The findings of decreased salivary flow rate with increasing number of medications within the same category does demonstrate an enhanced negative impact on salivary flow rates of patients who take multiple opioids, anticonvulsants, antidepressants and antihypertensives. This underlines the importance of medication review and consideration of using fewer medications from the same category, although using multiple medications from the same category may be necessary and unavoidable to appropriately manage certain medical conditions.

Recognition of medication-induced salivary gland hypofunction should initiate a discussion with the prescriber and/or the pharmacist to determine if medications could be the etiology and if medication(s) can be stopped or replaced by another medication that does not have this side effect, although a drug from the same category may lead to similar salivary hypofunction. It can also be discussed whether the time of taking the medication can be changed or the dosage can be reduced to manage salivary gland hypofunction and xerostomia.

This study represents the largest cohort of patients with xerostomia evaluated for the impact of medications on whole saliva flow rates compared to previous studies, but there were also a number of limitations. There were site differences noted in a number of outcomes, which may be related to referral bias, differences in medical care approaches in different countries and documentation differences in the electronic health record. Referral to a specialized center treating more severe cases of xerostomia and salivary gland hypofunction could result in their patients having lower flow rates due to the nature of the patient population. There was also a limitation and a possible bias in the control group. Matching analysis could not include the site of enrollment due to small sample size of some participating centers; thus, a larger sample size would have allowed for control of site differences, which was present in the current study.

The Xeromeds Consortium represents a multicenter, multinational study with control of key confounding factors to provide a more accurate reflection of the impact of medications on whole saliva flow rates. Larger future prospective studies can provide an improved methodologic approach of larger sample sizes to control for potential differences between enrollment sites. The matched comparison of the present study provides an approach to control for confounding factors and provides a more accurate assessment of this common side effect of medications.
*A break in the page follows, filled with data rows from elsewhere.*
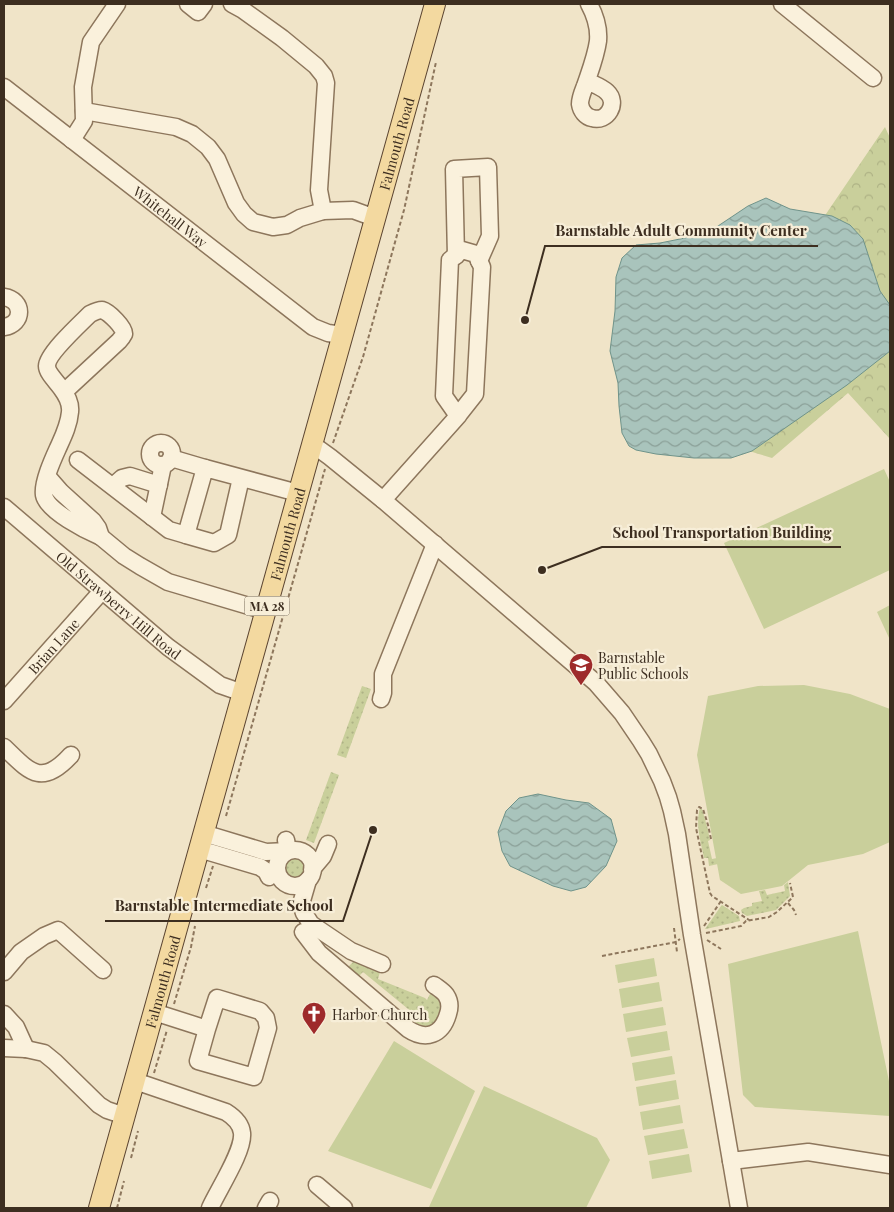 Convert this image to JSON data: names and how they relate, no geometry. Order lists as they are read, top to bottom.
{
  "streets": {
    "main road": ["Falmouth Road", "MA 28"],
    "street": ["Whitehall Way", "Old Strawberry Hill Road", "Brian Lane"]
  },
  "crossings": [
    ["Falmouth Road", "Whitehall Way"],
    ["Falmouth Road", "Old Strawberry Hill Road"],
    ["Old Strawberry Hill Road", "Brian Lane"]
  ],
  "places": {
    "other": ["Barnstable Adult Community Center", "School Transportation Building", "Barnstable Intermediate School"],
    "school or university": ["Barnstable Public Schools"],
    "church": ["Harbor Church"]
  }
} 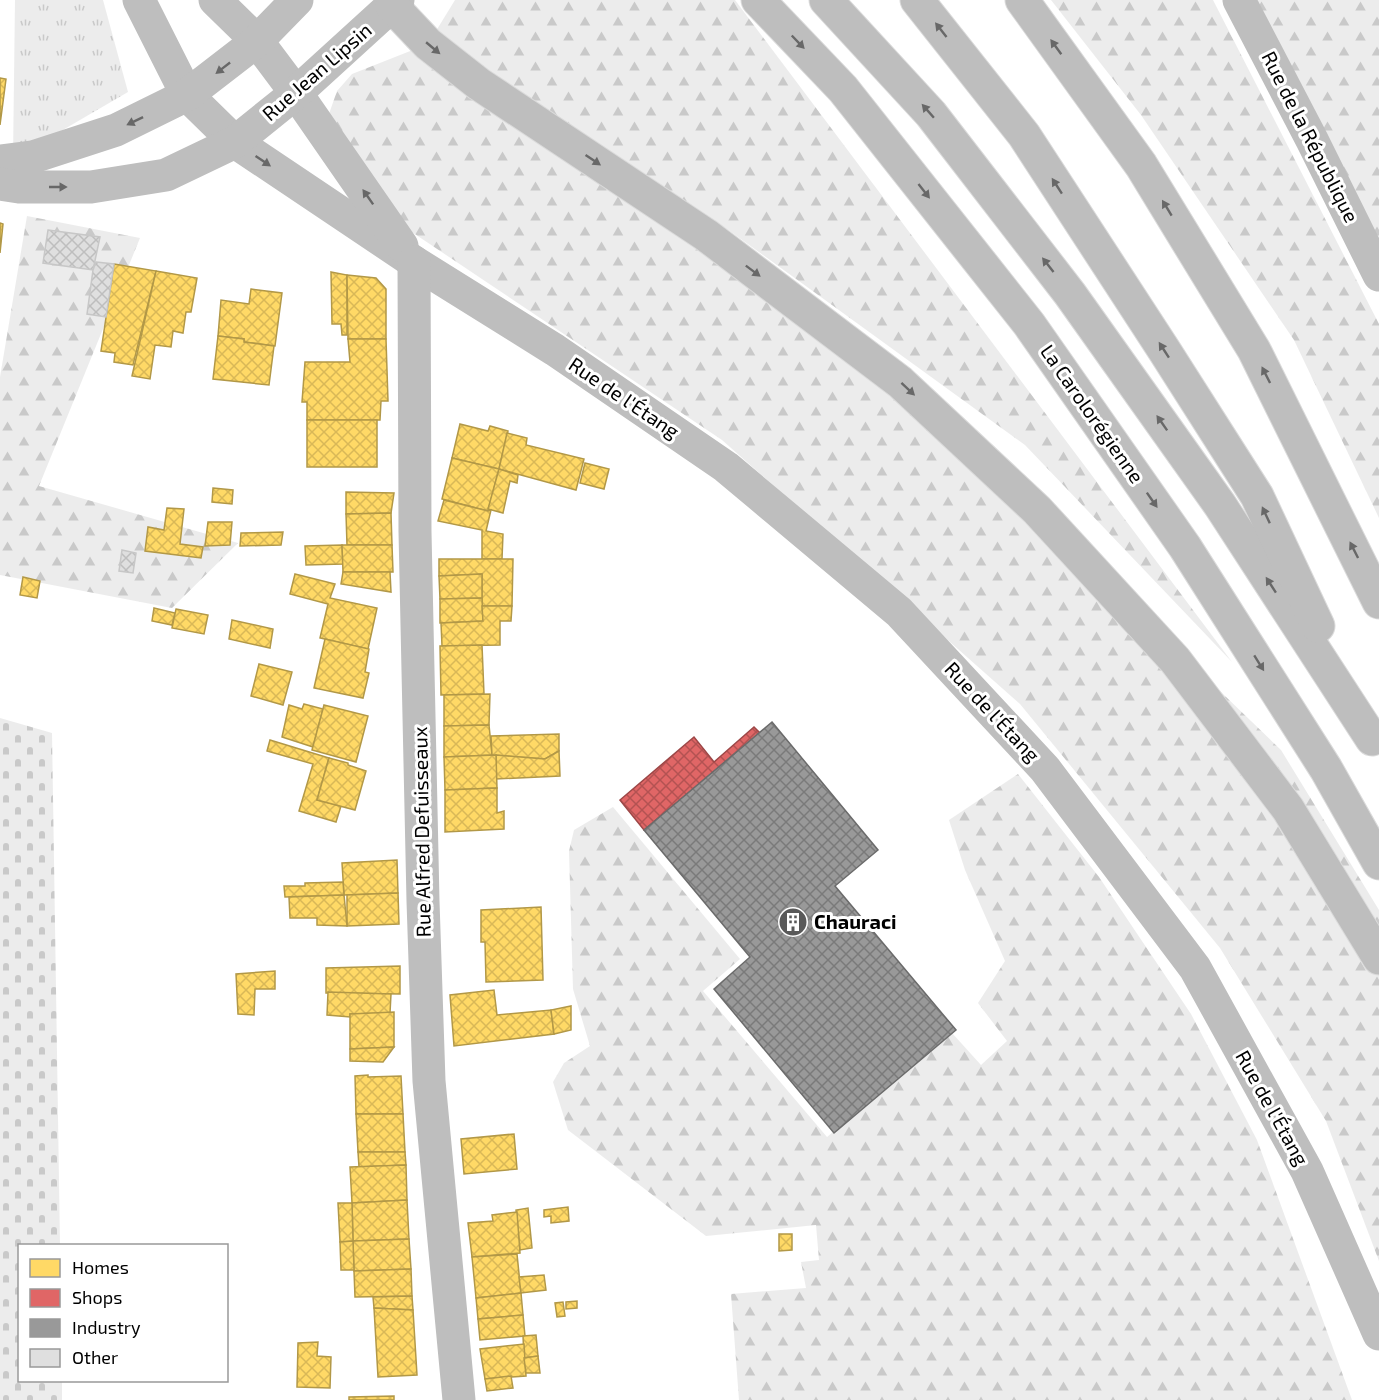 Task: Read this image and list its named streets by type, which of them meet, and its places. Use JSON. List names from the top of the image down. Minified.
{"streets":{"main road":["Rue Jean Lipsin","Rue de la République","Rue de l'Étang","La Carolorégienne","Rue Alfred Defuisseaux"]},"crossings":[["Rue Jean Lipsin","Rue de l'Étang"],["Rue de l'Étang","Rue Alfred Defuisseaux"]],"places":{"building":["Chauraci"]},"legend":["Homes","Shops","Industry","Other"]} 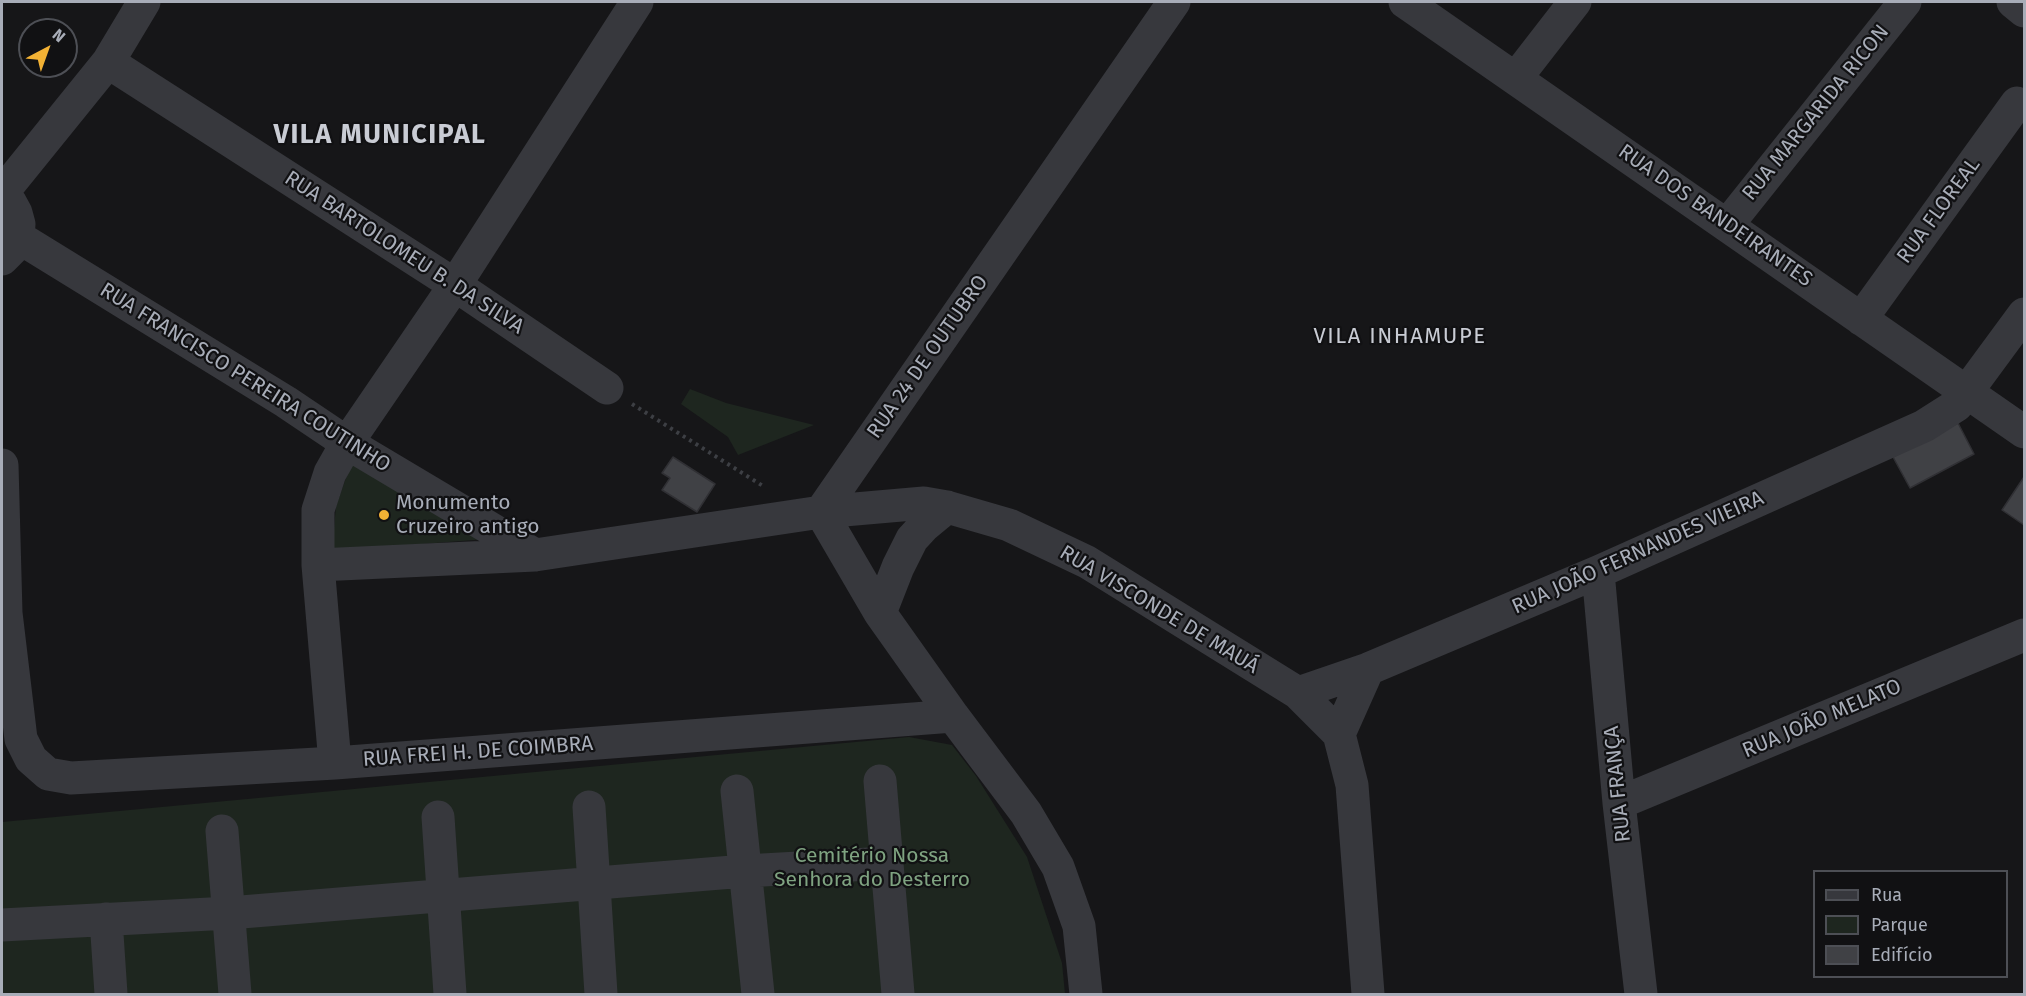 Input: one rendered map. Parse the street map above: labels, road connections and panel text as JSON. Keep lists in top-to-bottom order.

From our study, we can conclude that patients affected by depression and taking antidepressants and hypertension may be more prone to develop xerostomia or salivary gland hypofunction compared to other medical conditions. Intake of more than one medication from the same category was associated with lower whole saliva flow rates. Furthermore, the use of antidepressants, DMARDs and corticosteroids had a greater negative impact on saliva secretion compared to a matched control group not taking a medication in this medication category. A larger prospective multi-center study could provide an improved methodologic approach of larger sample sizes to control for potential differences between enrollment sites.